Primary bladder neck obstruction was introduced in 1933 by Marion17 as a diagnosis of exclusion. Typically, these women present with irritative voiding symptoms and are given a trial of anticholinergics or antispasmodics; the course is eventual progression to periodic urinary retention or high PVR urine volumes. The exact cause is unknown, but the advent of video urodynamic testing has made diagnosis more accurate. The hallmark of primary bladder neck obstruction is incomplete opening or funneling of the bladder neck in the setting of sustained detrusor contraction of normal or high amplitude. There is resultant poor or nonexistent flow but a synergic external urethral sphincter. Management is medical and surgical. Terazosin has been used with improvement in flow rate and reduction of PVR volumes. Surgical options include transurethral incision of the bladder neck and Y-V-plasty of the bladder neck. Care is taken to avoid injury to the external sphincter, which can lead to stress urinary incontinence.1,3,1820


Inflammatory processes, such as bladder neck fibrosis, urethral stricture, meatal stenosis, urethral caruncle, Skene’s gland cyst or abscess, and urethral diverticulum, are associated with anatomic obstruction. Management usually involves treatment of the offending infection and surgical excision of obstructing lesions.

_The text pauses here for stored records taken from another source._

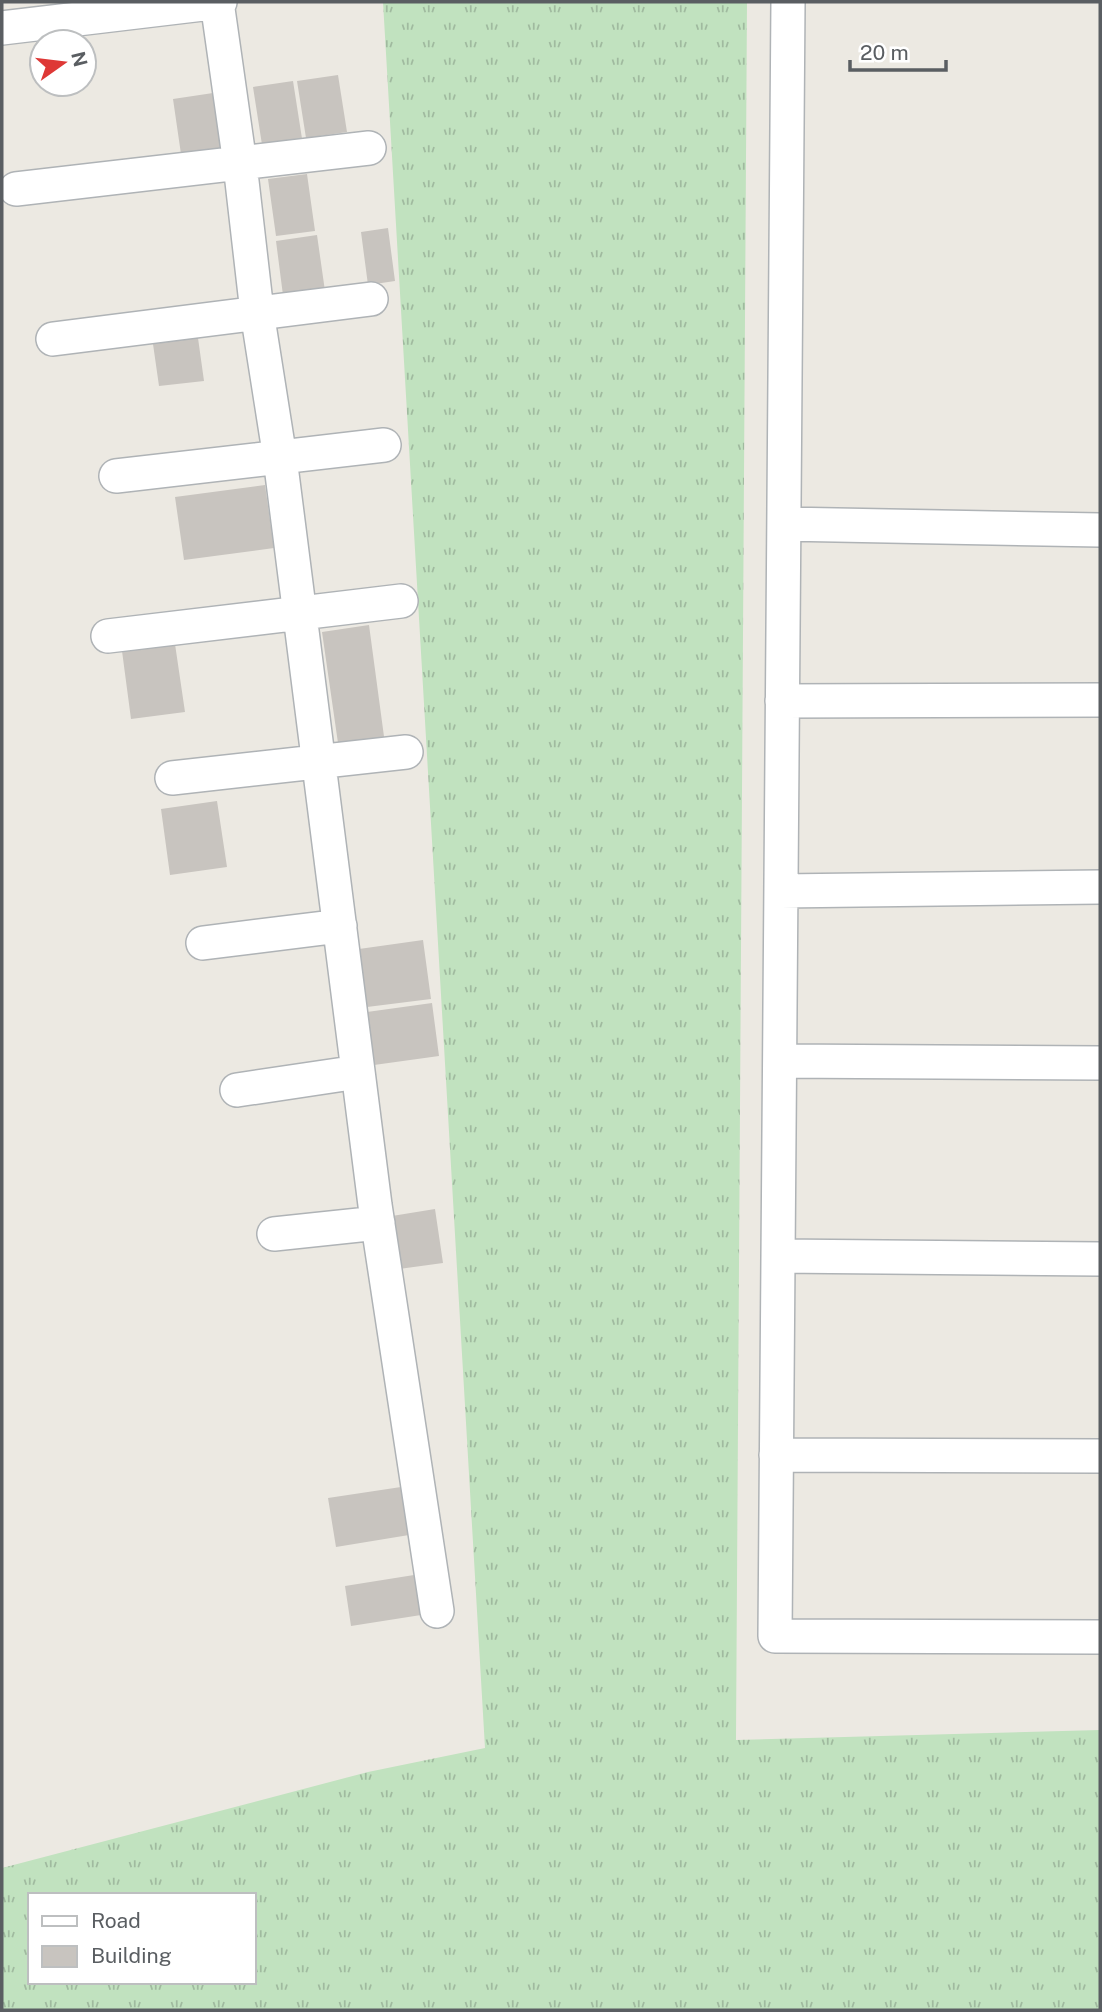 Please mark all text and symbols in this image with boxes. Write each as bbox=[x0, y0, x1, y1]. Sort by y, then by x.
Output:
north arrow bbox=[28, 28, 98, 98]
scale bar bbox=[850, 28, 946, 72]
text: 20 m bbox=[860, 40, 909, 65]
text: N bbox=[67, 49, 92, 69]
legend bbox=[28, 1893, 256, 1984]
text: Road bbox=[91, 1908, 141, 1933]
text: Building bbox=[91, 1943, 172, 1968] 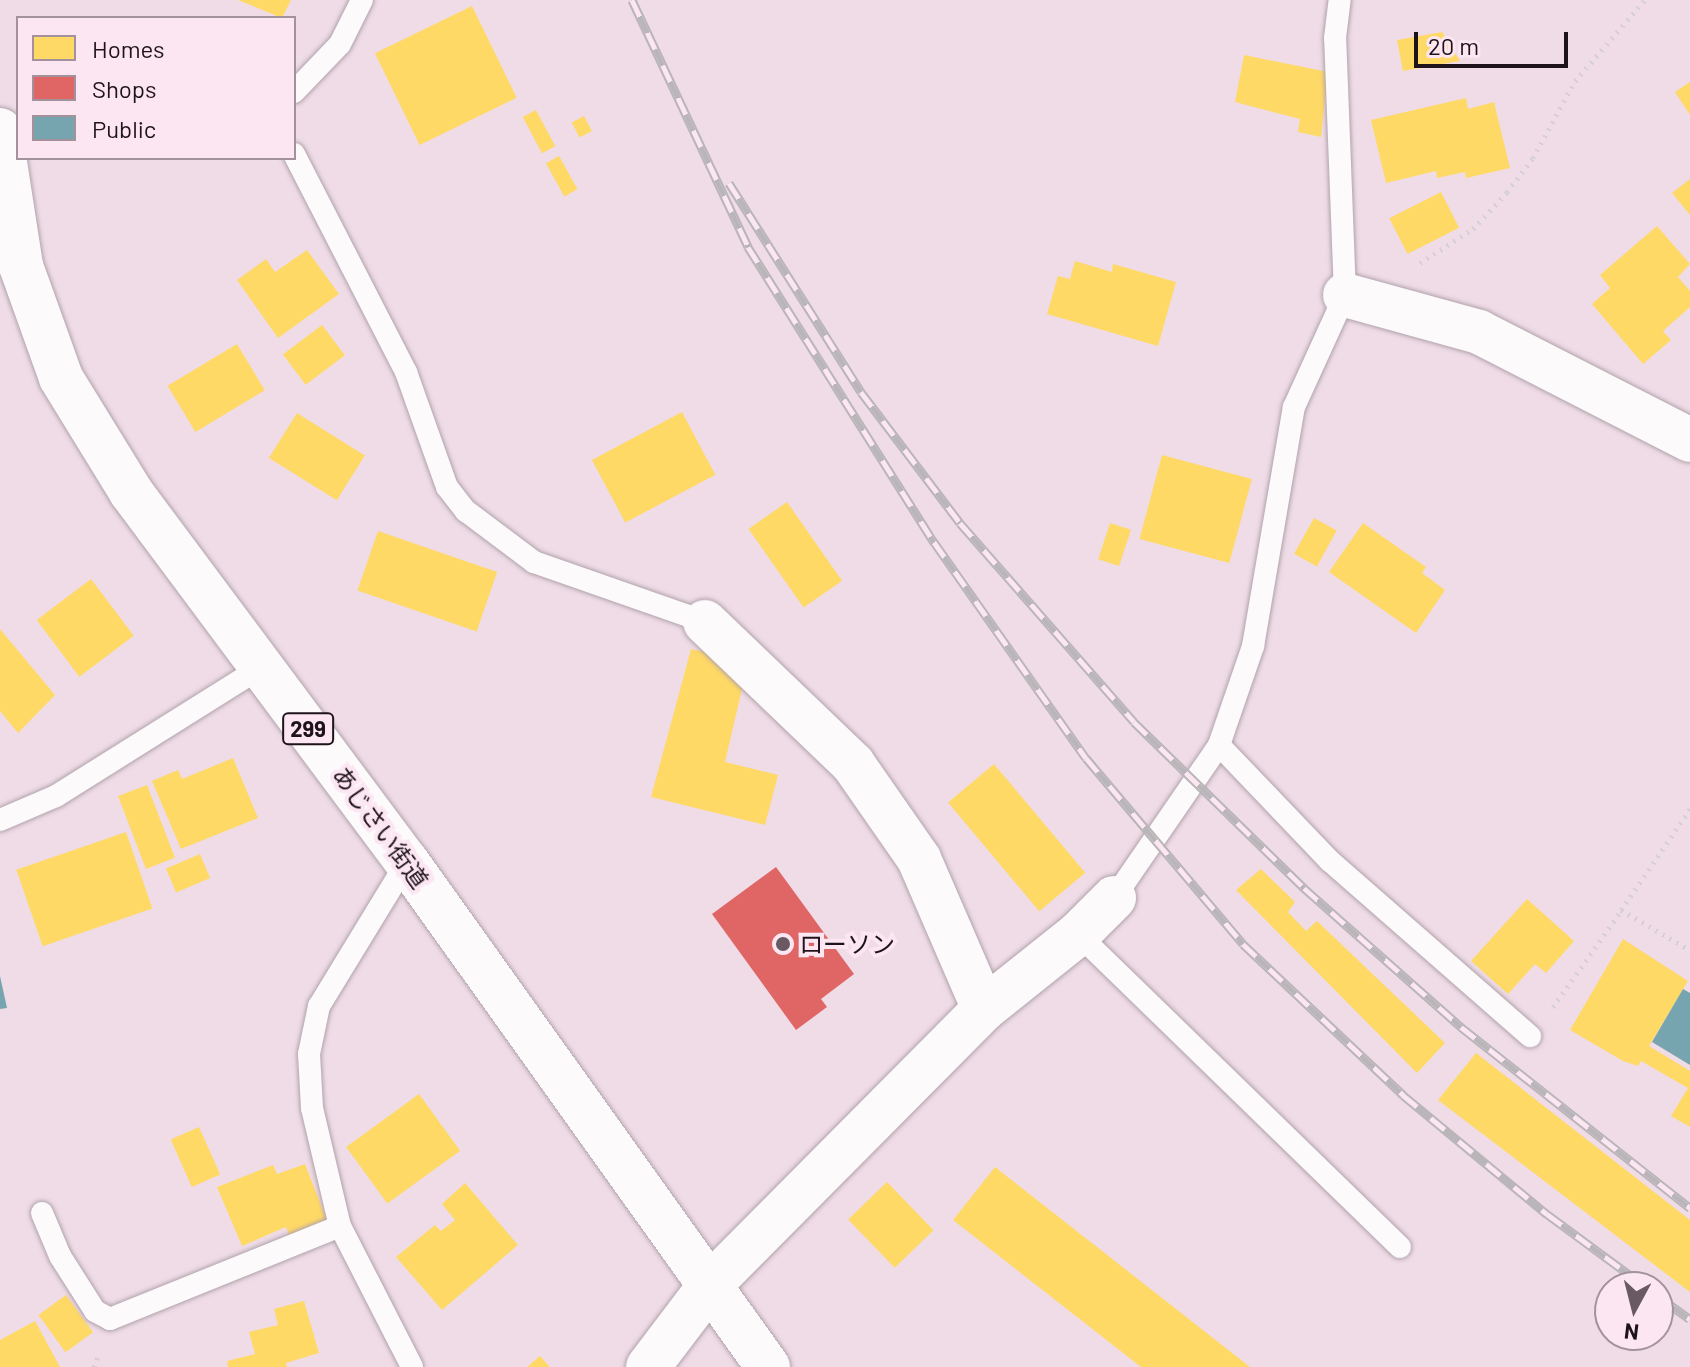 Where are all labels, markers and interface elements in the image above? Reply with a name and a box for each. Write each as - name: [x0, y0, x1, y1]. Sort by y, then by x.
- legend: [16, 16, 296, 160]
- scale bar: [1418, 16, 1572, 66]
- text: 20 m: [1428, 31, 1479, 60]
- text: Homes: [92, 34, 165, 63]
- text: Shops: [92, 74, 157, 103]
- text: Public: [92, 114, 156, 143]
- road number: 299: [282, 711, 334, 747]
- street label: あじさい街道: [327, 760, 435, 894]
- place label: ローソン: [799, 930, 895, 958]
- marker: ローソン: [774, 935, 792, 953]
- north arrow: [1594, 1271, 1674, 1351]
- text: N: [1622, 1319, 1640, 1347]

Patients with pelvic prolapse (e.g., uterine, cystocele, enterocele, rectocele) usually present with incomplete emptying, lower urinary tract symptoms, and recurrent urinary tract infections with or without stress urinary incontinence. They may describe positional changes or the need to reduce the prolapse to void. Bladder outlet obstruction is caused by kinking or compression of the urethra during voiding. VUDS are useful in making the diagnosis. After the initial diagnosis, a pessary or packing should be used to reduce the prolapse and confirm the diagnosis. This helps predict the outcome of prolapse repair. Treatment of symptomatic prolapse is usually surgical.1,21 In cases of significant morbidity or age, a pessary alone may be used.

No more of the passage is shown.